TO DO
Whichever lines of the entries hold the word "aria" should be identified and copied.

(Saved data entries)
########################################

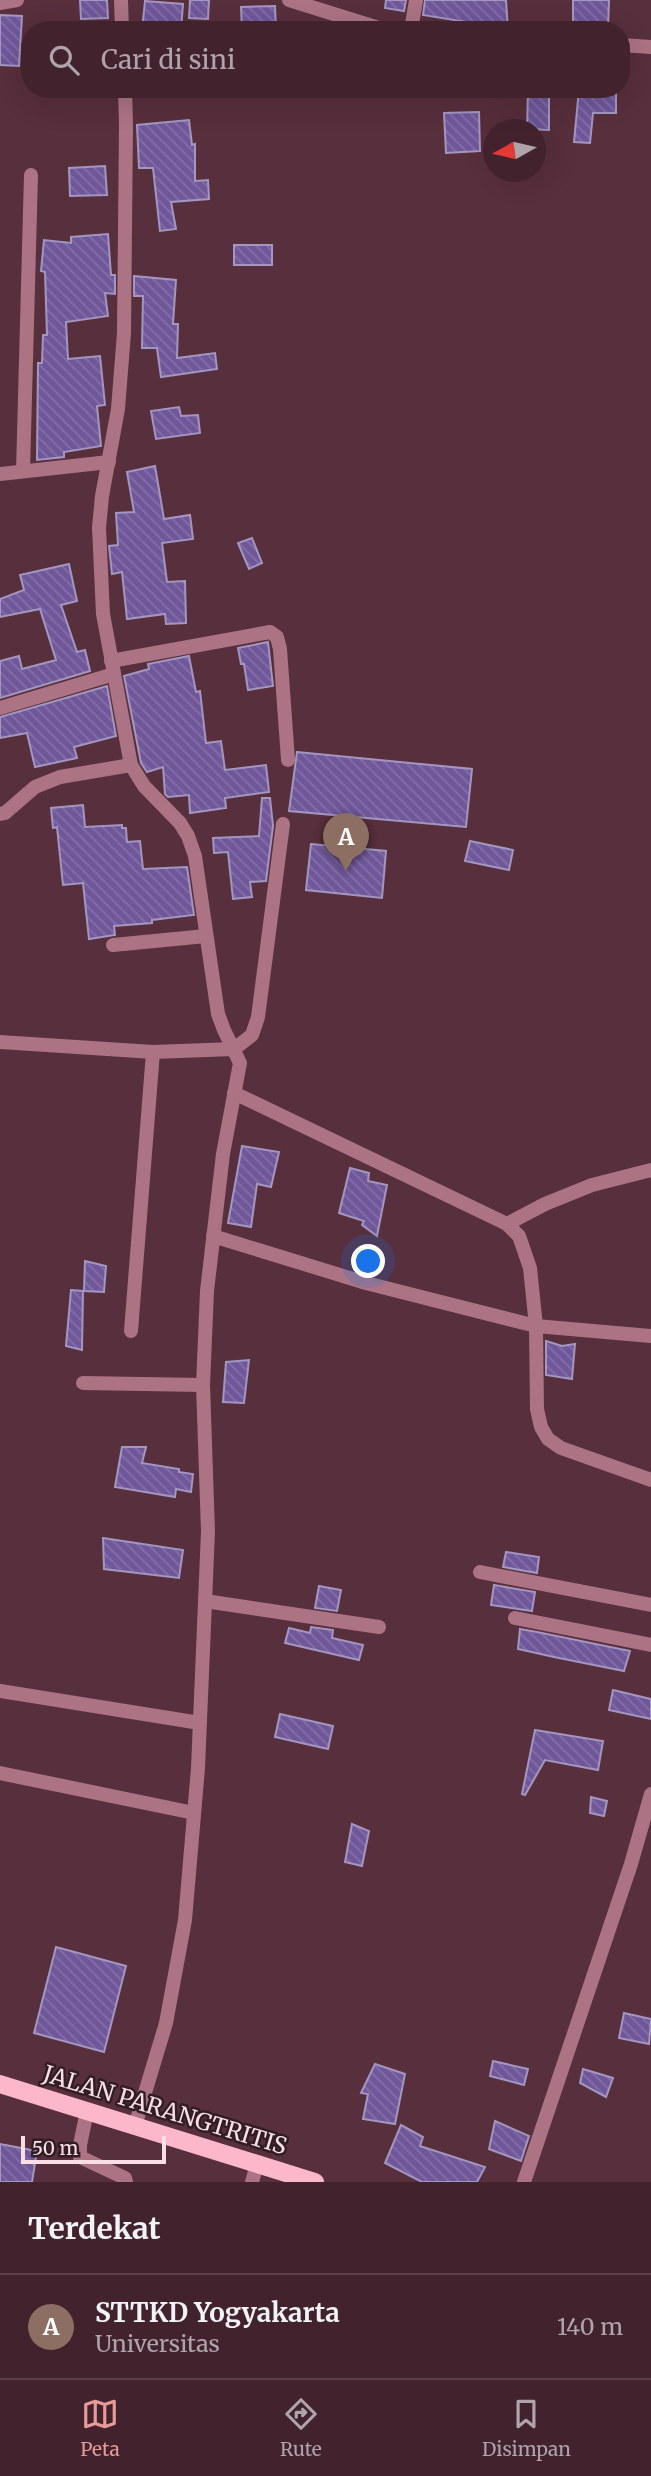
<!DOCTYPE html>
<html lang="id">
<head>
<meta charset="utf-8">
<style>
	:root { --surface:#42232d; --page:#492b35; --text:#f1f3f6; --muted:#aea4aa; --line:#5a4049; --accent:#e69b98 }
	body { margin:0; font-family:Merriweather,serif; background:var(--page); color:var(--text) }
	.compass { position:absolute; left:483px; top:119px; width:63px; height:63px; border-radius:50%; background:var(--surface); box-shadow:0 7px 28px #0002; rotate:262deg }
	.scale { position:absolute; left:21px; bottom:18px; width:145px; box-sizing:border-box; padding-left:7px; border:4px solid #f9dee5; border-top:0; font-size:19px; line-height:24px; white-space:nowrap; color:#f9dee5; -webkit-text-stroke:5px #311e24; paint-order:stroke }
	.you { position:absolute; left:369px; top:1262px; width:24px; height:24px; margin:-18px; border:5px solid #fff; border-radius:50%; background:#1a73e8; box-shadow:0 0 0 10px #1a73e833 }
	.badge { display:grid; place-items:center; width:46px; height:46px; border-radius:50%; background:var(--accent); color:#fff; font-size:23px; font-weight:700 }
	.pin { position:absolute; translate:-50% -58px; filter:drop-shadow(0 2px 4px #0008) }
	.pin::after { content:''; position:absolute; top:37px; width:24px; height:21px; background:inherit; clip-path:polygon(0 0,100% 0,50% 100%) }
	.list { margin:0; padding:0; list-style:none }
	h2 { display:flex; justify-content:space-between; align-items:center; height:91px; margin:0; padding:0 28px; font-size:30px }
	h2 small { font-size:23px; font-weight:400; color:var(--muted) }
	.list li { display:grid; grid-template-columns:46px 1fr auto; gap:21px; align-items:center; box-sizing:border-box; height:105px; padding:0 28px; border-top:2px solid var(--line) }
	.list b { display:block; font-size:26px; white-space:nowrap }
	.list p { margin:0; font-size:23px; white-space:nowrap; color:var(--muted) }
	.list em { font-size:23px; font-style:normal; color:var(--muted) }
	.icon { flex:none; width:38px; height:38px; fill:none; stroke:currentColor; stroke-width:2; stroke-linecap:round; stroke-linejoin:round }
	.map { position:relative; flex:none; width:651px; height:2182px; overflow:hidden }
	.search { position:absolute; background:var(--surface); box-shadow:0 7px 28px #0002; left:21px; right:21px; top:21px; height:77px; display:flex; align-items:center; gap:18px; box-sizing:border-box; padding:0 24px; border-radius:28px; color:var(--muted); font-size:26px }
	.sheet { height:196px; background:var(--surface) }
	nav { display:flex; justify-content:space-around; align-items:center; box-sizing:border-box; height:98px; border-top:2px solid var(--line); background:var(--surface); font-size:19px; color:var(--muted) }
	nav a { display:grid; justify-items:center; gap:4px }
	nav .on { color:var(--accent) }
	.map>svg:first-child { display:block }
	.building { fill:url(#building-back-hatch); stroke:#a396c0; stroke-width:2 }
	.lines { fill:none; stroke-linecap:round; stroke-linejoin:round }
	.minor { stroke:#ab7384; stroke-width:14 }
	.primary { stroke:#fcb7cb; stroke-width:18 }
	.labels { text-anchor:middle; stroke-width:5; stroke-linejoin:round; paint-order:stroke }
	.street-label { font-size:23px; fill:#f9dee5; stroke:#311e24 }
</style>
</head>
<body>
<div class="map">
<svg width="651" height="2182" viewBox="0 0 651 2182">
	<defs>
		<pattern id="building-back-hatch" width="6" height="6" patternUnits="userSpaceOnUse" patternTransform="scale(1.75)"><rect width="6" height="6" fill="#6f579a"/><path d="M-1 5l2 2M0 0l6 6M5-1l2 2" fill="none" stroke="#846fa8"/></pattern>
	</defs>
	<rect width="100%" height="100%" fill="#582f3c"/>
	<g class="building">
		<path d="M 80,0 L 107,0 L 108,18 L 81,19 Z"/>
		<path d="M 190,0 L 209,0 L 208,19 L 189,18 Z"/>
		<path d="M 386,0 L 406,0 L 404,11 L 385,8 Z"/>
		<path d="M 425,0 L 506,0 L 508,30 L 484,30 L 485,25 L 423,15 Z"/>
		<path d="M 573,0 L 609,0 L 608,30 L 573,30 Z"/>
		<path d="M 145,1 L 183,4 L 181,30 L 142,30 Z"/>
		<path d="M 275,6 L 276,30 L 242,30 L 241,7 Z"/>
		<path d="M 0,15 L 22,16 L 19,66 L 0,65 Z"/>
		<path d="M 528,89 L 549,89 L 549,130 L 527,129 Z"/>
		<path d="M 579,89 L 616,89 L 616,113 L 593,113 L 590,143 L 574,142 Z"/>
		<path d="M 479,112 L 480,151 L 446,153 L 444,113 Z"/>
		<path d="M 189,120 L 192,145 L 195,144 L 195,181 L 208,180 L 209,199 L 171,202 L 176,229 L 160,231 L 153,168 L 139,168 L 137,125 Z"/>
		<path d="M 105,166 L 107,195 L 70,196 L 69,168 Z"/>
		<path d="M 108,234 L 111,275 L 115,275 L 115,294 L 105,293 L 108,316 L 66,322 L 68,359 L 100,356 L 105,405 L 97,406 L 101,446 L 64,452 L 64,457 L 37,460 L 38,363 L 42,363 L 43,335 L 47,335 L 45,272 L 41,271 L 44,240 L 71,243 L 71,237 Z"/>
		<rect x="234" y="245" width="38" height="20"/>
		<path d="M 134,276 L 176,280 L 173,324 L 178,324 L 177,358 L 215,353 L 217,369 L 161,377 L 157,348 L 142,348 L 143,296 L 134,296 Z"/>
		<path d="M 179,407 L 181,416 L 198,415 L 200,433 L 156,439 L 151,411 Z"/>
		<path d="M 155,466 L 164,519 L 190,515 L 193,539 L 162,543 L 167,582 L 185,581 L 186,623 L 166,624 L 165,614 L 127,619 L 122,572 L 112,574 L 109,546 L 118,545 L 116,513 L 134,512 L 127,472 Z"/>
		<path d="M 252,538 L 262,563 L 249,569 L 238,543 Z"/>
		<path d="M 69,564 L 77,601 L 61,605 L 77,652 L 85,650 L 90,671 L 0,698 L 0,661 L 19,656 L 22,669 L 56,660 L 40,609 L 0,617 L 0,599 L 24,590 L 20,575 Z"/>
		<path d="M 268,642 L 273,686 L 248,690 L 244,664 L 241,664 L 238,648 Z"/>
		<path d="M 189,656 L 196,692 L 200,691 L 206,743 L 221,741 L 225,770 L 266,765 L 269,792 L 225,798 L 226,808 L 190,813 L 189,795 L 168,797 L 165,794 L 163,767 L 147,772 L 141,763 L 124,676 L 149,669 L 148,664 Z"/>
		<path d="M 107,686 L 116,736 L 74,747 L 77,758 L 35,767 L 27,733 L 0,738 L 0,717 Z"/>
		<path d="M 297,752 L 472,769 L 466,827 L 289,811 Z"/>
		<path d="M 262,798 L 270,798 L 273,826 L 266,881 L 250,882 L 252,897 L 233,899 L 228,852 L 214,853 L 213,838 L 259,836 Z"/>
		<path d="M 83,805 L 85,827 L 122,825 L 122,828 L 126,828 L 127,842 L 140,841 L 143,869 L 187,867 L 194,915 L 152,920 L 152,923 L 114,926 L 115,935 L 89,939 L 83,883 L 63,885 L 57,827 L 53,828 L 51,808 Z"/>
		<path d="M 470,841 L 513,850 L 509,870 L 465,861 Z"/>
		<path d="M 311,844 L 386,851 L 382,898 L 306,890 Z"/>
		<path d="M 242,1146 L 279,1152 L 271,1187 L 257,1184 L 251,1227 L 228,1223 Z"/>
		<path d="M 350,1168 L 369,1173 L 368,1181 L 387,1185 L 377,1236 L 362,1225 L 364,1221 L 339,1213 Z"/>
		<path d="M 85,1261 L 106,1266 L 104,1292 L 84,1291 Z"/>
		<path d="M 71,1290 L 83,1291 L 82,1350 L 66,1346 Z"/>
		<path d="M 546,1341 L 562,1346 L 575,1344 L 572,1379 L 546,1375 Z"/>
		<path d="M 249,1360 L 244,1403 L 223,1402 L 226,1362 Z"/>
		<path d="M 122,1447 L 146,1447 L 142,1463 L 179,1469 L 179,1472 L 193,1474 L 191,1492 L 176,1489 L 175,1497 L 115,1487 Z"/>
		<path d="M 103,1538 L 183,1550 L 179,1578 L 104,1569 Z"/>
		<path d="M 506,1552 L 539,1557 L 537,1573 L 503,1567 Z"/>
		<path d="M 494,1585 L 535,1592 L 532,1611 L 491,1605 Z"/>
		<path d="M 319,1586 L 341,1590 L 337,1611 L 315,1608 Z"/>
		<path d="M 311,1627 L 333,1630 L 332,1638 L 363,1645 L 359,1660 L 285,1643 L 289,1628 L 310,1633 Z"/>
		<path d="M 520,1629 L 537,1632 L 630,1651 L 624,1671 L 554,1657 L 518,1649 Z"/>
		<path d="M 613,1690 L 651,1699 L 651,1719 L 609,1710 Z"/>
		<path d="M 280,1714 L 333,1726 L 328,1749 L 275,1737 Z"/>
		<path d="M 535,1730 L 603,1741 L 598,1770 L 545,1760 L 525,1795 L 522,1794 Z"/>
		<path d="M 591,1797 L 607,1801 L 604,1816 L 590,1813 Z"/>
		<path d="M 352,1824 L 369,1831 L 362,1866 L 345,1862 Z"/>
		<path d="M 56,1947 L 126,1966 L 104,2052 L 34,2033 Z"/>
		<path d="M 624,2013 L 651,2019 L 649,2044 L 619,2038 Z"/>
		<path d="M 493,2061 L 528,2069 L 524,2085 L 490,2076 Z"/>
		<path d="M 375,2064 L 405,2074 L 395,2124 L 363,2119 L 368,2094 L 361,2093 Z"/>
		<path d="M 583,2069 L 613,2078 L 606,2097 L 580,2083 Z"/>
		<path d="M 495,2121 L 529,2136 L 521,2161 L 489,2149 Z"/>
		<path d="M 401,2125 L 423,2137 L 420,2146 L 485,2167 L 477,2182 L 422,2182 L 385,2163 Z"/>
		<path d="M 0,2144 L 37,2151 L 32,2182 L 0,2182 Z"/>
	</g>
	<g class="lines">
		<g class="minor">
			<path d="M 121,0 L 122,30"/>
			<path d="M 289,0 L 382,29 L 393,30"/>
			<path d="M 0,3 L 17,0"/>
			<path d="M 411,30 L 416,0"/>
			<path d="M 621,45 L 651,47"/>
			<path d="M 125,89 L 126,125 L 124,333 L 118,409 L 102,496 L 99,528 L 103,614 L 131,765 L 144,786 L 180,823 L 188,836 L 195,856 L 218,1014 L 224,1030 L 240,1063 L 223,1154 L 207,1291 L 203,1385 L 208,1531 L 198,1768 L 185,1920 L 166,2023 L 135,2126"/>
			<path d="M 23,471 L 31,175"/>
			<path d="M 0,474 L 109,462"/>
			<path d="M 111,661 L 270,632 L 277,637 L 280,649 L 288,760"/>
			<path d="M 0,708 L 114,674"/>
			<path d="M 0,814 L 5,813 L 35,787 L 60,777 L 131,765"/>
			<path d="M 113,945 L 206,936"/>
			<path d="M 0,1042 L 153,1052 L 234,1049 L 252,1035 L 258,1017 L 283,824"/>
			<path d="M 234,1093 L 507,1224 L 519,1236 L 530,1268 L 536,1326 L 537,1409 L 541,1427 L 548,1439 L 561,1448 L 651,1480"/>
			<path d="M 507,1224 L 545,1204 L 592,1185 L 651,1170"/>
			<path d="M 213,1236 L 366,1283 L 536,1326 L 651,1336"/>
			<path d="M 131,1331 L 153,1052"/>
			<path d="M 83,1383 L 203,1385"/>
			<path d="M 480,1572 L 651,1605"/>
			<path d="M 205,1601 L 379,1627"/>
			<path d="M 515,1618 L 651,1645"/>
			<path d="M 0,1691 L 200,1723"/>
			<path d="M 0,1773 L 194,1813"/>
			<path d="M 87,2111 L 80,2145 L 80,2157 L 125,2178 L 126,2182"/>
			<path d="M 252,2182 L 257,2164"/>
			<path d="M 524,2182 L 631,1864 L 651,1794"/>
		</g>
		<path class="primary" d="M 0,2084 L 315,2182"/>
	</g>
	<g class="labels">
		<g class="street-label">
			<text transform="translate(165 2110) rotate(17)" y="8">JALAN PARANGTRITIS</text>
		</g>
	</g>
</svg>
<svg class="compass" viewBox="-18 -18 36 36"><path d="M0-13l5 13h-10z" fill="#e53935"/><path d="M0 13l5-13h-10z" fill="#aea4aa"/></svg>
<div class="scale">50 m</div>
<div class="you"></div>
<div class="pin badge" style="left:346px;top:871px;background:#8d6e63">A</div>
<div class="search"><svg class="icon" aria-label="search" viewBox="0 0 24 24"><circle cx="10" cy="10" r="6"/><path d="M15 15l6 6"/></svg>Cari di sini</div>
</div>
<section class="sheet">
<h2>Terdekat<small></small></h2>
<ul class="list">
<li><span class="badge" style="background:#8d6e63">A</span><div><b>STTKD Yogyakarta</b><p>Universitas</p></div><em>140 m</em></li>
</ul>
</section>
<nav>
<a class="on"><svg class="icon" aria-label="map" viewBox="0 0 24 24"><path d="M3 6l6-2 6 2 6-2v14l-6 2-6-2-6 2zM9 4v14M15 6v14"/></svg>Peta</a>
<a><svg class="icon" aria-label="directions" viewBox="0 0 24 24"><path d="M12 3l9 9-9 9-9-9zM9 14v-3h6M13 9l2 2-2 2"/></svg>Rute</a>
<a><svg class="icon" aria-label="saved" viewBox="0 0 24 24"><path d="M7 4h10v16l-5-4-5 4z"/></svg>Disimpan</a>
</nav>
</body>
</html>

########################################

EXERCISE OUTPUT
<div class="search"><svg class="icon" aria-label="search" viewBox="0 0 24 24"><circle cx="10" cy="10" r="6"/><path d="M15 15l6 6"/></svg>Cari di sini</div>
<a class="on"><svg class="icon" aria-label="map" viewBox="0 0 24 24"><path d="M3 6l6-2 6 2 6-2v14l-6 2-6-2-6 2zM9 4v14M15 6v14"/></svg>Peta</a>
<a><svg class="icon" aria-label="directions" viewBox="0 0 24 24"><path d="M12 3l9 9-9 9-9-9zM9 14v-3h6M13 9l2 2-2 2"/></svg>Rute</a>
<a><svg class="icon" aria-label="saved" viewBox="0 0 24 24"><path d="M7 4h10v16l-5-4-5 4z"/></svg>Disimpan</a>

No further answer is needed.